Respect is something that is developed when we work at trying to understand each other. I
couldn’t even count how many times over the eighteen years that I have worked with teens that I
have heard the phrase, “My parents don’t understand me”. Understanding comes when we are
willing to sit down and listen each other. The willingness to listen and have a two-way
communication process will communicate mutual respect. If you don’t listen to your teen, they
won’t listen to you. Let your teen also know that if they are unwilling to listen you, they
communicate disrespect and thus don’t earn respect for themselves

The second point is trust. I could write several pages on this point. Trust is a valuable gift that
can easily be broken. There are two aspects in this area that I want to share. You first need to set
the example of trust to your teenager. “Do as I say, not as I do” never works. Have you broken
promises to them and then made an excuse?
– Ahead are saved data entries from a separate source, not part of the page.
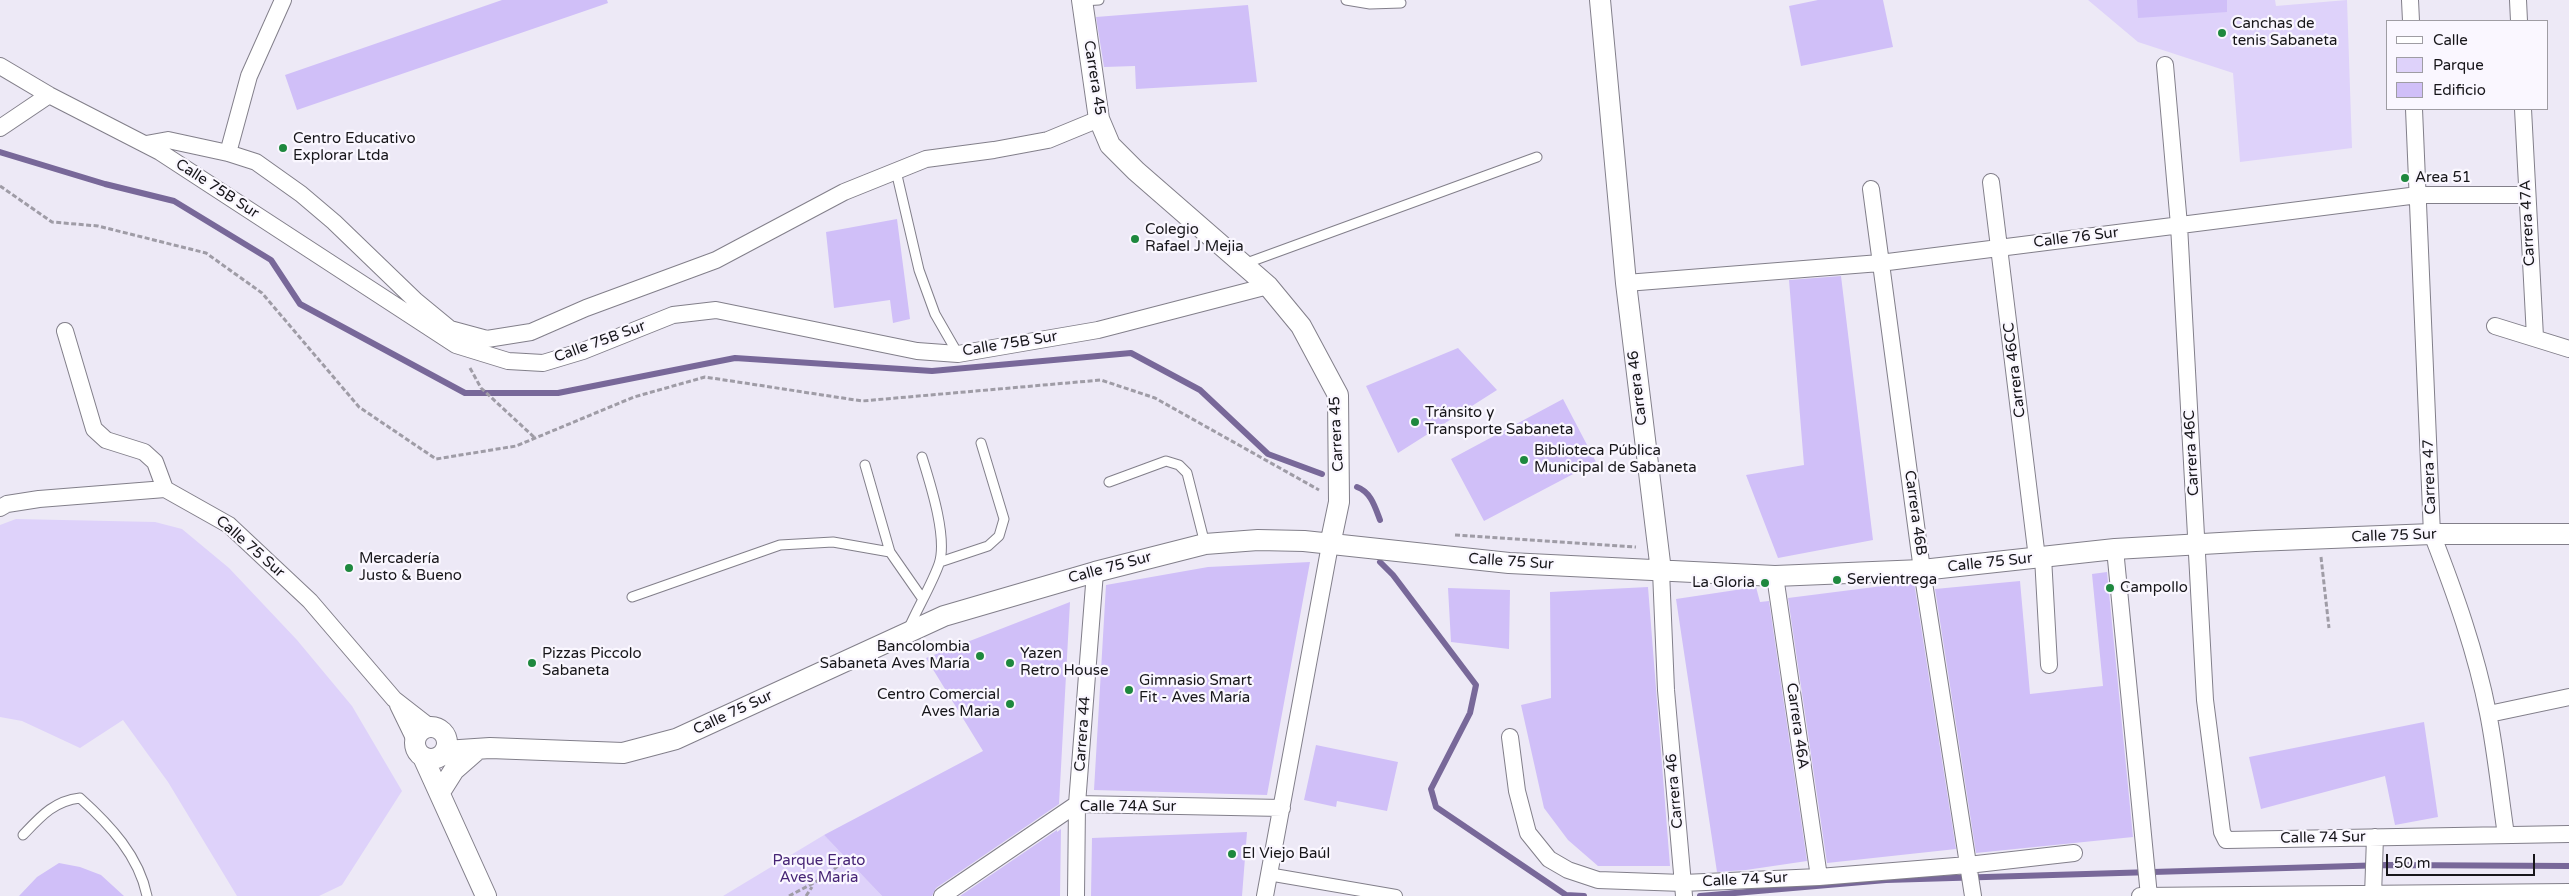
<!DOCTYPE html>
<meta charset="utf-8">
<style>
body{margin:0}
#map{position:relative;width:2569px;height:896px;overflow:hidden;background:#ede9f6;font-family:"Varela Round",sans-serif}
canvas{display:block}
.legend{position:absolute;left:2386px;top:20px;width:162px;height:90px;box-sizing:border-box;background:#faf7ff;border:1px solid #9f9da3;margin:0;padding:6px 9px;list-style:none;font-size:15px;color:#17161a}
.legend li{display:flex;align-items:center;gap:10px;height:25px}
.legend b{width:25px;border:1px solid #9f9da3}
.scale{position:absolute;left:2386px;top:854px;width:149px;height:22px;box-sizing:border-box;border:2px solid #17161a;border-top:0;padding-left:6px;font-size:15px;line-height:18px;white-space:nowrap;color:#17161a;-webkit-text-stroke:4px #faf7ff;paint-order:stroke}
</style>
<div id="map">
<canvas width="2569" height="896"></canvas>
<ul class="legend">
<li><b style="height:6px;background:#fff"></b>Calle</li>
<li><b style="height:14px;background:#ded2fa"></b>Parque</li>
<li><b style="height:14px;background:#d0bff8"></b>Edificio</li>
</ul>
<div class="scale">50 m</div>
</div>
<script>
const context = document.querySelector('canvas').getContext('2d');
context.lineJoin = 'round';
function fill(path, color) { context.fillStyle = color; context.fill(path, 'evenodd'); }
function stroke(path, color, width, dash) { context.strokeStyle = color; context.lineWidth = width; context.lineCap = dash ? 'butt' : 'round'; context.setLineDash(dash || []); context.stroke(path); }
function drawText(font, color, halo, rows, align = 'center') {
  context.font = font + ' "Varela Round",sans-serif'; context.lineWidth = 4.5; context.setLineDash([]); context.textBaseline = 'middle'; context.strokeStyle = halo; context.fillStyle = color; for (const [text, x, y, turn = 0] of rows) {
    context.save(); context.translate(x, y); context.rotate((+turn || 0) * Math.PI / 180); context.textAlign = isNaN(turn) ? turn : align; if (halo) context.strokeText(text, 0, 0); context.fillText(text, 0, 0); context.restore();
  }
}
fill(new Path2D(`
 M2088 0H2275L2276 6 2347 0 2352 148 2240 162 2233 73 2138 42Z
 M16 519 155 522 182 529 229 568 297 640 352 706 402 791 342 885 319 896H237L168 782 123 720 80 748 22 721 0 717V525Z
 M824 835 882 896H723Z`), '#ded2fa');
stroke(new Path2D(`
 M0 152 105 184 174 201 271 260 300 304 465 393H558L735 358 932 371 1131 353 1200 390 1268 454 1322 474
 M1357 487C1371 492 1375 507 1380 520
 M1380 562 1393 575 1476 685 1470 713 1431 789 1436 807 1566 895 1584 896
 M1700 896 1886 880 2386 865 2569 866`), '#786899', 6);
fill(new Path2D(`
 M502 0H607L608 3 297 110 285 75Z
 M1818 0H1883L1893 47 1801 66 1789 6Z
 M2137 0H2227V12L2138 18Z
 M1248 5 1257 82 1136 89 1135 66 1104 67 1096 17Z
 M897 219 910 319 893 323 890 300 834 308 826 232Z
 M1841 276 1873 540 1778 558 1746 475 1804 465 1789 280Z
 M1458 348 1497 390 1398 453 1366 386Z
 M1563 399 1596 462 1484 521 1451 459Z
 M1310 562 1267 795 1094 790 1106 585 1208 567Z
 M2107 572 2133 837 1976 853 1935 589 2020 581 2030 694 2103 686 2092 574Z
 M1914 582 1956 849 1827 863 1788 598Z
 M1648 587 1670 866H1598L1568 840 1544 808 1521 705 1551 698 1550 592Z
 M1756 587 1760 602 1769 601 1807 861 1746 870 1717 872 1676 599Z
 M1448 588 1510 590 1509 649 1451 642Z
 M1070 602 1059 804 936 888 932 896H882L824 835 983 751 926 658Z
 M2424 722 2438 817 2395 825 2385 776 2261 809 2249 757Z
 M1316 745 1398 762 1387 811 1337 801 1336 807 1304 800Z
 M1061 829 1060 896H960L1057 830V832Z
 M1247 832 1242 896H1091L1092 838Z
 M59 863 80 867 101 875 124 896H19L37 877Z`), '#d0bff8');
const service = new Path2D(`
 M1346 0 1370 4 1401 3
 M1082 1 1099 0
 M896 171 919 270 935 314 958 354
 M1244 264 1537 157
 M865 465 890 552 922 598
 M1109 482 1166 461 1179 465 1187 473 1205 544
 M940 562 988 546 999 536 1004 519 981 443
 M632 597 780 545 833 542 890 552
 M908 630C917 609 932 584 939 564 948 538 930 483 922 457
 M23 835C41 816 54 801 80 798 110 825 139 856 147 896`);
const pedestrian = new Path2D(`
 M1268 874 1396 896`);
const minor = new Path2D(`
 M2410 0 2411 21
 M2518 0 2519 21
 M2165 65 2179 225 2205 700 2222 832 2226 840 2569 834
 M0 66 49 95 160 152 456 345 508 361 543 363 583 351 673 315 716 310 917 351 958 354 1098 330 1268 286
 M2414 109 2432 534C2455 593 2476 652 2488 713 2496 753 2500 795 2506 835
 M2523 109 2535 337
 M0 128 49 95
 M146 144 168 140 228 153 256 162 301 194 334 222 416 301 450 329 487 339 531 332 586 308 716 260 844 192 926 159 994 150 1048 140 1099 119
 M228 153 249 76 283 0
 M1991 182 2037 558
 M1871 189 1922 570 1973 896
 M1626 283 1880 263 2418 195H2526
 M2495 326 2569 349
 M65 331 94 429 106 440 144 452 155 462 165 489
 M0 508 7 504 39 499 165 489 229 525 310 601 394 699 430 727
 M2115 549 2149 896
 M2043 557 2049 665
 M1661 571 1666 690 1684 896
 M1775 576 1819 877
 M398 705 415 740
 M2489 714 2569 697
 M1510 737 1517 791 1528 833 1549 859 1568 870 1598 880 1683 883 1819 877 1968 865 2074 853
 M942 896 1077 804 1282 808
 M1076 896 1077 804 1095 572
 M1265 896 1330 545
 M2140 896 2569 892
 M2373 896 2375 837`);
const tertiary = new Path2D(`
 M1082 0 1099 119 1110 145 1136 171 1268 286 1301 326 1338 395 1339 502 1330 545
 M1600 0 1626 283 1661 571
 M415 743a16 16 0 1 1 32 0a16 16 0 1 1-32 0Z
 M445 751 490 748 623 753 676 739 944 616 1095 572 1205 544 1258 540 1304 541 1509 563 1775 576 1922 570 2115 549 2255 541 2432 534H2569
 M423 757 486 896
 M442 789 454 770 478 749`);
stroke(service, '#827f8a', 11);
stroke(pedestrian, '#827f8a', 14);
stroke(minor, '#827f8a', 18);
stroke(tertiary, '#827f8a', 22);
stroke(new Path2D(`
 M0 186 52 222 98 226 206 253 262 293 359 407 436 459 516 446 634 397 705 377 862 401 1101 380 1155 398 1319 490
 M470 368 481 388 535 438
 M1455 535 1636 547
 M2321 557 2329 628
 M789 896 821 879 842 863
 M806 896 812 887`), '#9f9ca6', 3, [5, 2.5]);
stroke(service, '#fff', 9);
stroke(pedestrian, '#fff', 12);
stroke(minor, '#fff', 16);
stroke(tertiary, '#fff', 20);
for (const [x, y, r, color] of [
 [2222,33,5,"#1e883e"],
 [283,148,5,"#1e883e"],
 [2405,178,5,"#1e883e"],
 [1135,239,5,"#1e883e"],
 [1415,422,5,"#1e883e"],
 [1524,460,5,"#1e883e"],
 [349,568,5,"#1e883e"],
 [1837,580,5,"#1e883e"],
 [1765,583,5,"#1e883e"],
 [2110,588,5,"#1e883e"],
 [980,656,5,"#1e883e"],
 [532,663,5,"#1e883e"],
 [1010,663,5,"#1e883e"],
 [1129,690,5,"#1e883e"],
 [1010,704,5,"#1e883e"],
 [1232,854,5,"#1e883e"]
]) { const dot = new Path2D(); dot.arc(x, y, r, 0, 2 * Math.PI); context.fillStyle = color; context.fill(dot); stroke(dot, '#faf7ff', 2); }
drawText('15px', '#17161a', '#faf7ff', [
 ["Canchas de",2232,24],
 ["tenis Sabaneta",2232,41],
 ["Centro Educativo",293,139],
 ["Explorar Ltda",293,156],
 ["Area 51",2415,178],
 ["Colegio",1145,230],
 ["Rafael J Mejia",1145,247],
 ["Tránsito y",1425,413],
 ["Transporte Sabaneta",1425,430],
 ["Biblioteca Pública",1534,451],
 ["Municipal de Sabaneta",1534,468],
 ["Mercadería",359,559],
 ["Justo & Bueno",359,576],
 ["Servientrega",1847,580],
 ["La Gloria",1755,583,"right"],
 ["Campollo",2120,588],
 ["Bancolombia",970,647,"right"],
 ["Sabaneta Aves María",970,664,"right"],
 ["Pizzas Piccolo",542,654],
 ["Sabaneta",542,671],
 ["Yazen",1020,654],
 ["Retro House",1020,671],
 ["Gimnasio Smart",1139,681],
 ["Fit - Aves María",1139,698],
 ["Centro Comercial",1000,695,"right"],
 ["Aves Maria",1000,712,"right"],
 ["El Viejo Baúl",1242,854]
], 'left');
drawText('15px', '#17161a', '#faf7ff', [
 ["Carrera 45",1094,78,81],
 ["Calle 75B Sur",217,189,33],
 ["Carrera 47A",2528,223,-93],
 ["Calle 76 Sur",2076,238,-7],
 ["Calle 75B Sur",600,342,-20],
 ["Calle 75B Sur",1010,344,-9],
 ["Carrera 46CC",2015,370,-97],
 ["Carrera 46",1638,388,-97],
 ["Carrera 45",1337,434,-93],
 ["Carrera 46C",2192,453,-93],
 ["Carrera 47",2430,477,-92],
 ["Carrera 46B",1915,513,82],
 ["Calle 75 Sur",2394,536,-2],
 ["Calle 75 Sur",250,547,41],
 ["Calle 75 Sur",1511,562,4],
 ["Calle 75 Sur",1990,563,-6],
 ["Calle 75 Sur",1110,568,-15],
 ["Calle 75 Sur",733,713,-25],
 ["Carrera 46A",1797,726,82],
 ["Carrera 44",1083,734,-86],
 ["Carrera 46",1675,791,-95],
 ["Calle 74A Sur",1128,807],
 ["Calle 74 Sur",2323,838,-1],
 ["Calle 74 Sur",1745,880,-3]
]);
drawText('15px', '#462475', '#faf7ff', [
 ["Parque Erato",819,861],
 ["Aves Maria",819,878]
]);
</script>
If so, they will follow your example. If you have set
a wrong example, be willing to apologize to your teen and let them know you made a mistake
and you bare the responsibility of that mistake. That would be a great example to set. The second
aspect is that trust is earned by making good decisions. A simple example of this is in the setting
of a curfew. When the curfew is met, trust builds. When someone proves themselves to be
trustworthy, by being responsible in word and deed, there is a demonstration of maturity and
more freedom and independence may to be granted. If they violate trust, then it shows a lack
of good judgement and you will need to sit down with your teen and discuss what happened.
Ask, “Why do you think this occurred? What do you think we should do now?” Once you’ve set
the penalty for breaking the trust in the first place, work toward rebuilding it. Never grant blind
trust. It will setup both you and your teen for some stormy times. All of us need to realize that
trust must be developed from a consistency of living with in the boundaries and being honest
with other people. With out trust, there is no real relationship.
I wish I could write more on this topic, but space limits me. Practice what I have shared
and you will be on your way of having a healthy mature relationship with your teenager.